> Task directions
If the records include pictures, omit them and set down everything else verbatim.

> Available data
--- START ---

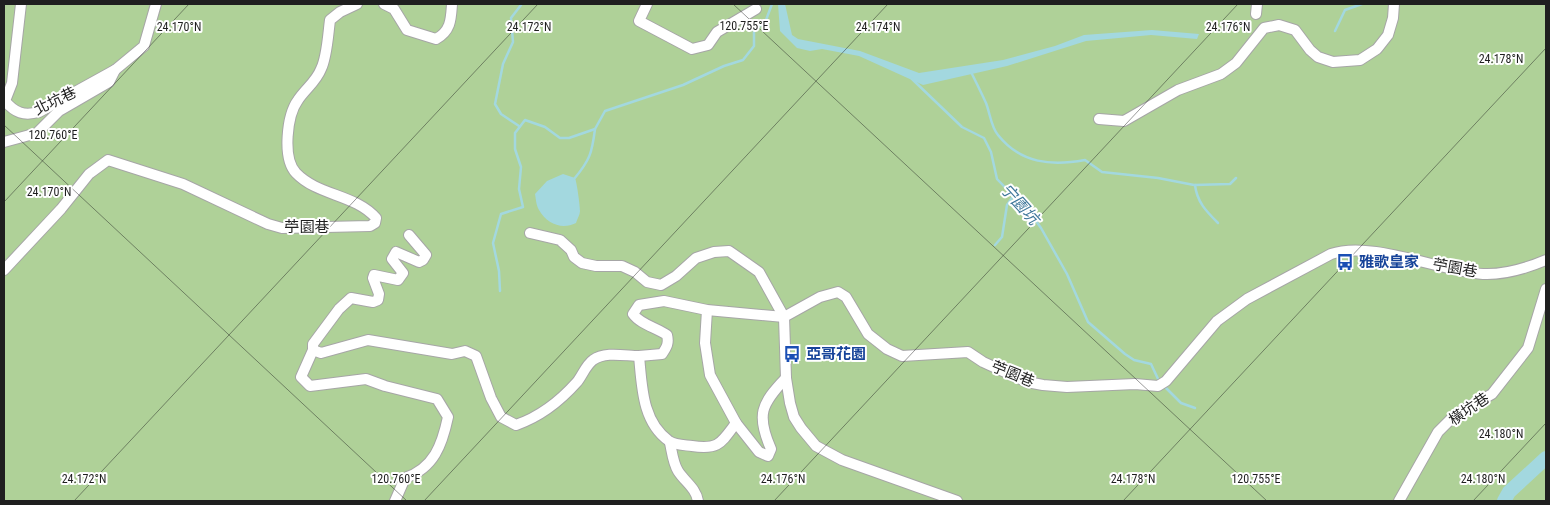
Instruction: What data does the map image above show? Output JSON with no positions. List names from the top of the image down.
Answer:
{
  "streets": {
    "street": ["北坑巷", "苧園巷", "橫坑巷"]
  },
  "water": ["宁園坑"],
  "places": {
    "bus stop": ["雅歌皇家", "亞哥花園"]
  },
  "coordinates": [
    "120.755°E",
    "24.172°N",
    "24.174°N",
    "24.170°N",
    "24.176°N",
    "24.178°N",
    "120.760°E",
    "24.180°N"
  ]
}
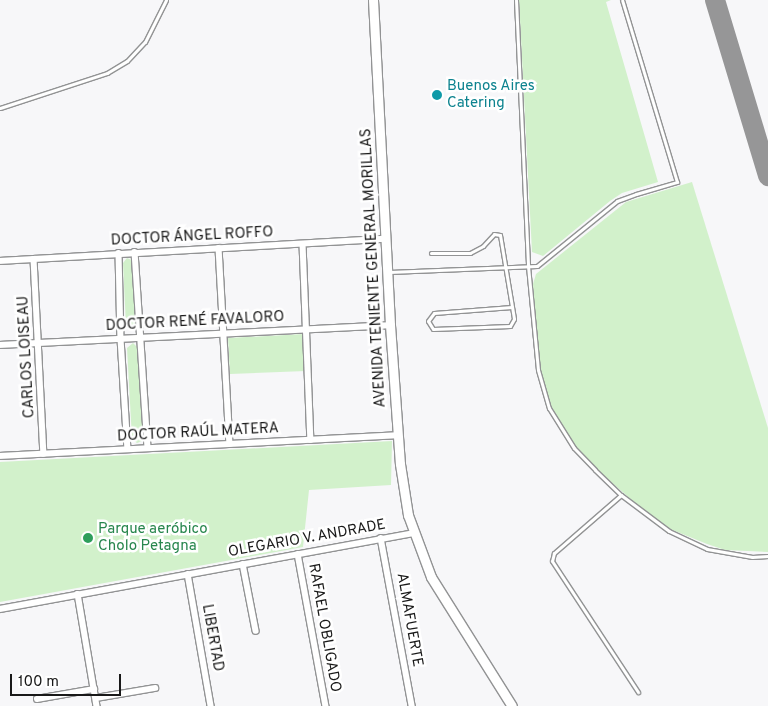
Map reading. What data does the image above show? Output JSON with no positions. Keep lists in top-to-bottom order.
{
  "streets": {
    "main road": ["AVENIDA TENIENTE GENERAL MORILLAS"],
    "street": [
      "DOCTOR ÁNGEL ROFFO",
      "DOCTOR RENÉ FAVALORO",
      "CARLOS LOISEAU",
      "DOCTOR RAÚL MATERA",
      "OLEGARIO V. ANDRADE",
      "ALMAFUERTE",
      "RAFAEL OBLIGADO",
      "LIBERTAD"
    ]
  },
  "crossings": [
    ["DOCTOR ÁNGEL ROFFO", "AVENIDA TENIENTE GENERAL MORILLAS"],
    ["DOCTOR ÁNGEL ROFFO", "CARLOS LOISEAU"],
    ["AVENIDA TENIENTE GENERAL MORILLAS", "DOCTOR RENÉ FAVALORO"],
    ["AVENIDA TENIENTE GENERAL MORILLAS", "DOCTOR RAÚL MATERA"],
    ["AVENIDA TENIENTE GENERAL MORILLAS", "OLEGARIO V. ANDRADE"],
    ["DOCTOR RENÉ FAVALORO", "CARLOS LOISEAU"],
    ["CARLOS LOISEAU", "DOCTOR RAÚL MATERA"],
    ["OLEGARIO V. ANDRADE", "ALMAFUERTE"],
    ["OLEGARIO V. ANDRADE", "RAFAEL OBLIGADO"],
    ["OLEGARIO V. ANDRADE", "LIBERTAD"]
  ],
  "places": ["Buenos Aires Catering", "Parque aeróbico Cholo Petagna"],
  "scale_bar": "100 m"
}
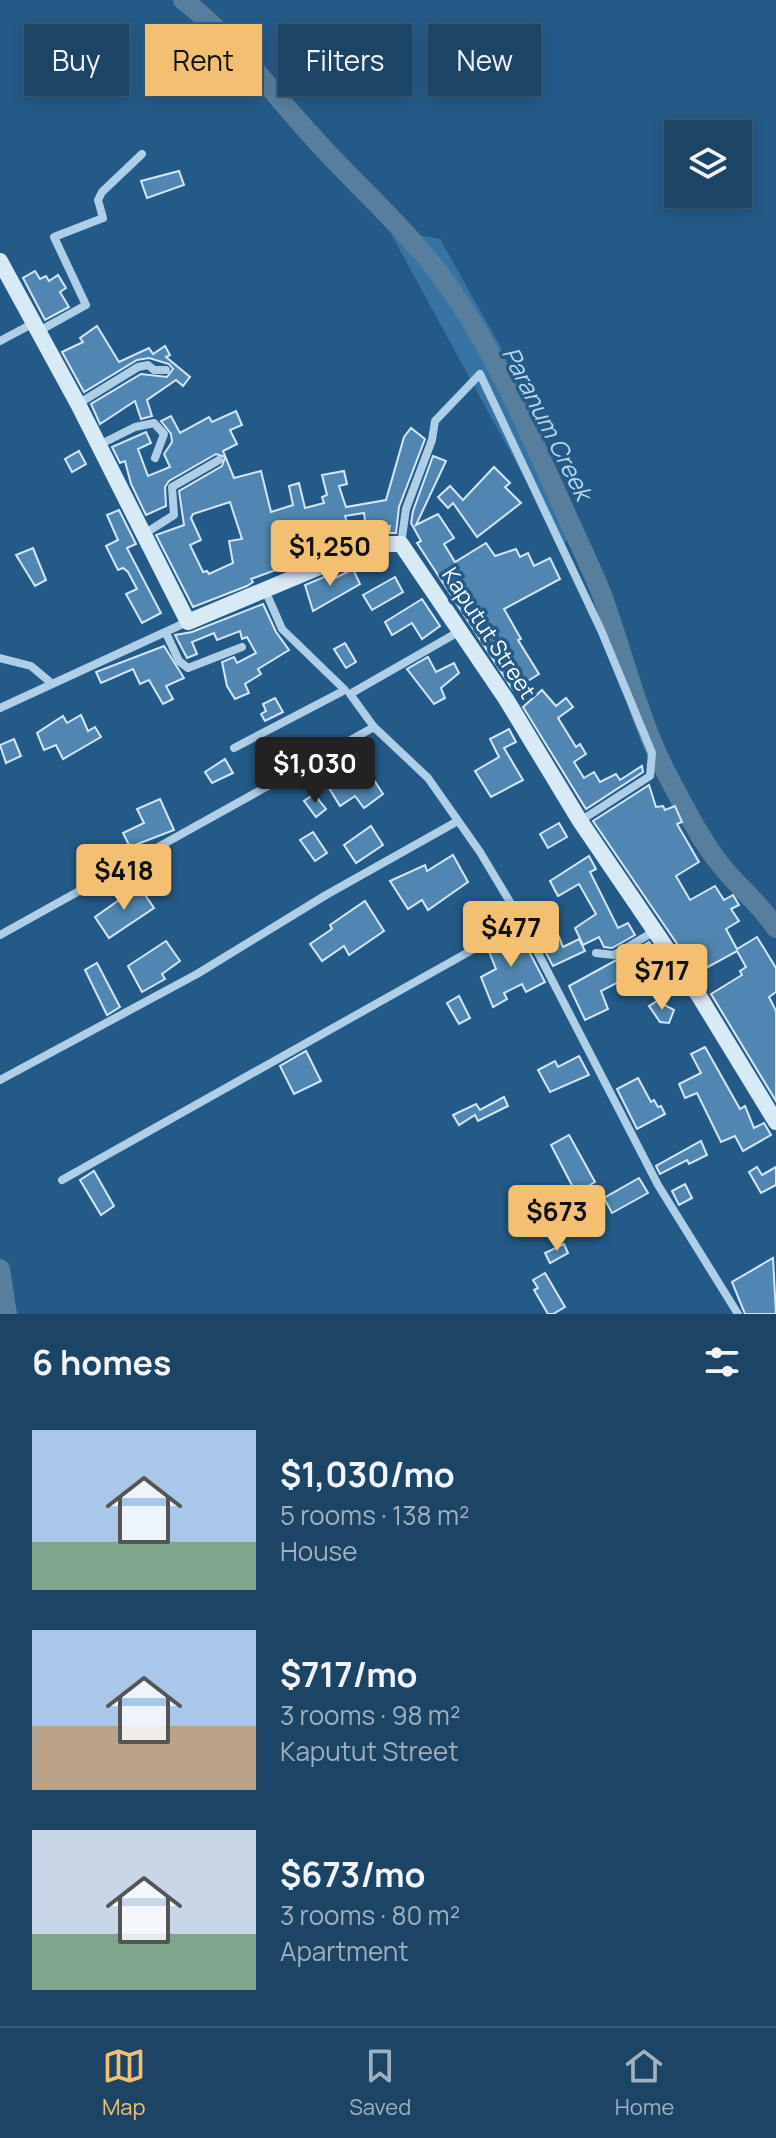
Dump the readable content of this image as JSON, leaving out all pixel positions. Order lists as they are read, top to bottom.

--- END ---

> Solution to the problem
Instruction: What data does the map image above show? Output JSON with no positions. List names from the top of the image down.
Answer:
{
  "streets": {
    "street": ["北坑巷", "苧園巷", "橫坑巷"]
  },
  "water": ["宁園坑"],
  "places": {
    "bus stop": ["雅歌皇家", "亞哥花園"]
  },
  "coordinates": [
    "120.755°E",
    "24.172°N",
    "24.174°N",
    "24.170°N",
    "24.176°N",
    "24.178°N",
    "120.760°E",
    "24.180°N"
  ]
}
Map reading. What data does the image above show? Output JSON with no positions. Keep lists in top-to-bottom order.
{
  "streets": {
    "main road": ["AVENIDA TENIENTE GENERAL MORILLAS"],
    "street": [
      "DOCTOR ÁNGEL ROFFO",
      "DOCTOR RENÉ FAVALORO",
      "CARLOS LOISEAU",
      "DOCTOR RAÚL MATERA",
      "OLEGARIO V. ANDRADE",
      "ALMAFUERTE",
      "RAFAEL OBLIGADO",
      "LIBERTAD"
    ]
  },
  "crossings": [
    ["DOCTOR ÁNGEL ROFFO", "AVENIDA TENIENTE GENERAL MORILLAS"],
    ["DOCTOR ÁNGEL ROFFO", "CARLOS LOISEAU"],
    ["AVENIDA TENIENTE GENERAL MORILLAS", "DOCTOR RENÉ FAVALORO"],
    ["AVENIDA TENIENTE GENERAL MORILLAS", "DOCTOR RAÚL MATERA"],
    ["AVENIDA TENIENTE GENERAL MORILLAS", "OLEGARIO V. ANDRADE"],
    ["DOCTOR RENÉ FAVALORO", "CARLOS LOISEAU"],
    ["CARLOS LOISEAU", "DOCTOR RAÚL MATERA"],
    ["OLEGARIO V. ANDRADE", "ALMAFUERTE"],
    ["OLEGARIO V. ANDRADE", "RAFAEL OBLIGADO"],
    ["OLEGARIO V. ANDRADE", "LIBERTAD"]
  ],
  "places": ["Buenos Aires Catering", "Parque aeróbico Cholo Petagna"],
  "scale_bar": "100 m"
}
Dump the readable content of this image as JSON, leaving out all pixel positions. Order lists as they are read, top to bottom.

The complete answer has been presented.